Individuals working at the edge of vertical faces or on very steep undulating ground are at greater risk than those working on level ground. Driving over steep rough terrain is more dangerous than driving over gentle slopes.

It is necessary to give clear positive instruction and ensure vehicles used to gain access to the areas to be surveyed are well maintained and suitable for the terrain over which access is to be gained.


Clearance covers all the activities associated with preparing a site ready for laying out primary roads for working a face. It may include tree clearance, demolition of buildings and the removal of the top layers of earth. In some cases it may include re-routing of services, roads and waterways e.g. rivers.

The primary hazards are being struck by falling trees and debris from demolition of buildings, use of power saws, equipment used in the removal of the top layers of earth and plant used to convey it to storage areas, and the possibility of being struck by mobile plant.The hazards are created in clearing the site. While the clearing of the site cannot be avoided hazards can be controlled by adopting the safest methods to carry out the work. For example, fully trained persons should be used in tree felling operations. Well maintained fully protected power saws should be used and the operatives should wear full personal protection e.g. safety helmets, ear defenders, face shields, gloves, fully protective leggings (trousers) and boots.

Laying out

There are many different ways of starting and working mines but careful planning particularly concerning the order of laying out the mine will reduce hazards.
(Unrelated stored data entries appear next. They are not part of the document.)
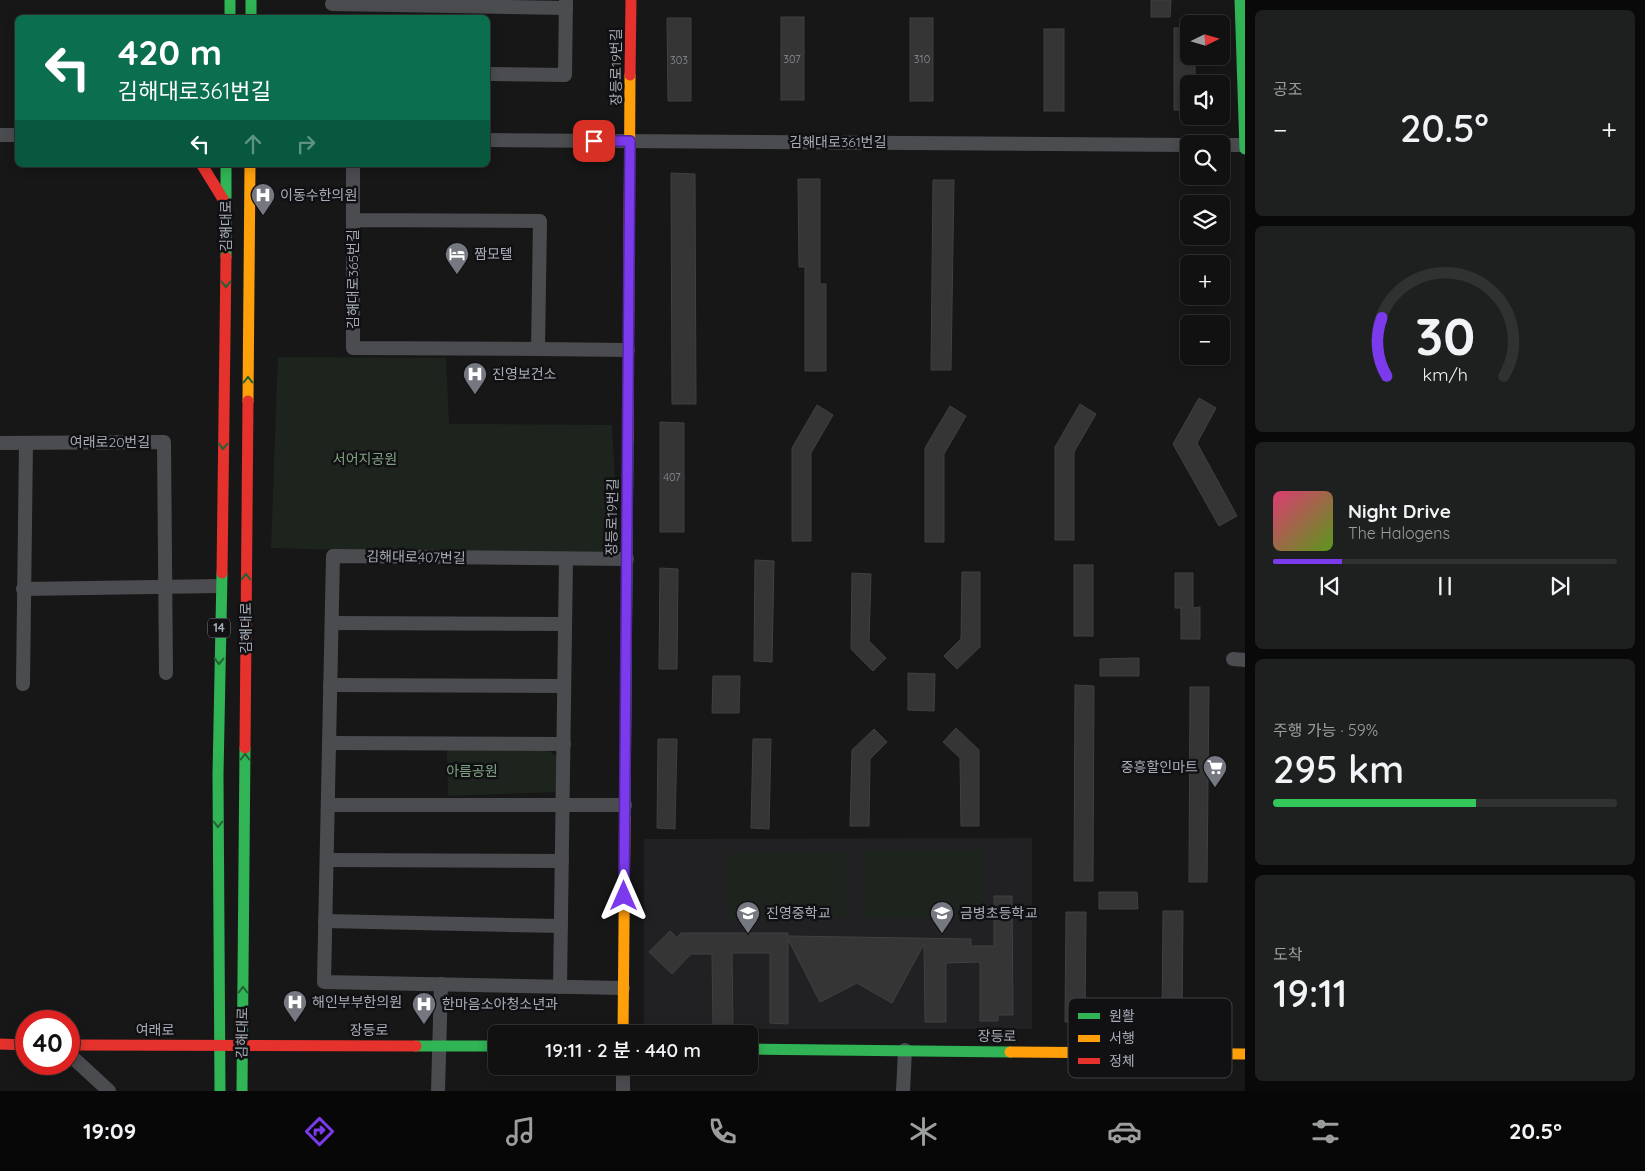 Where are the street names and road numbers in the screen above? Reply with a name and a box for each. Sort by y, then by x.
street label: 장등로19번길 [607,28,625,106]
street label: 김해대로361번길 [789,133,887,151]
street label: 김해대로 [217,200,235,252]
street label: 김해대로365번길 [344,229,362,329]
street label: 여래로20번길 [70,433,150,451]
street label: 장등로19번길 [602,478,622,556]
street label: 김해대로407번길 [366,547,466,567]
street label: 김해대로 [237,602,255,654]
road number: 14 [208,618,230,638]
street label: 김해대로 [233,1007,251,1059]
street label: 여래로 [136,1021,174,1039]
street label: 장등로 [350,1021,388,1039]
street label: 장등로 [978,1027,1017,1045]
The hazards prevalent during the construction of new roads and buildings are mainly, overhead electricity lines, falls while working at heights, plant running out of control and individuals being struck by moving vehicles.

The construction of a small single storey building will normally create less hazards than a large high rise building. Similarly building roadways on level ground will involve less hazards than building on steeply inclined terrain.

One of the hazards to be assessed is earth moving vehicles such as bulldozers being driven off the edge of roadways under construction.

While all persons working at civil and construction works are at high risk those working at height or working with cranes, large earth moving plant and explosives will be at greater risk than those persons concerned with surveying, setting out and conveying supplies to the primary workers or those working at ground level.

While the potential for risk of serious injury is high during civil and building operations the risk of injury can be significantly reduced if the work is properly planned and executed. Good well maintained plant and equipment is essential to reduce the risk of injuries.

If suitable equipment is not used, for example if poor and badly constructed scaffolding is used there is a much higher probability of persons falling from heights or the scaffolding collapsing than if good properly constructed scaffolding is used. It is necessary to ensure that scaffolding is only constructed by persons competent to do the work.

To reduce the risk of injuries while using cranes, large earth moving equipment and vehicles drivers and those giving signals should be well trained. The lack of training and competence in the use of such equipment is the biggest cause of cranes failing and accidents involving the use of other plant.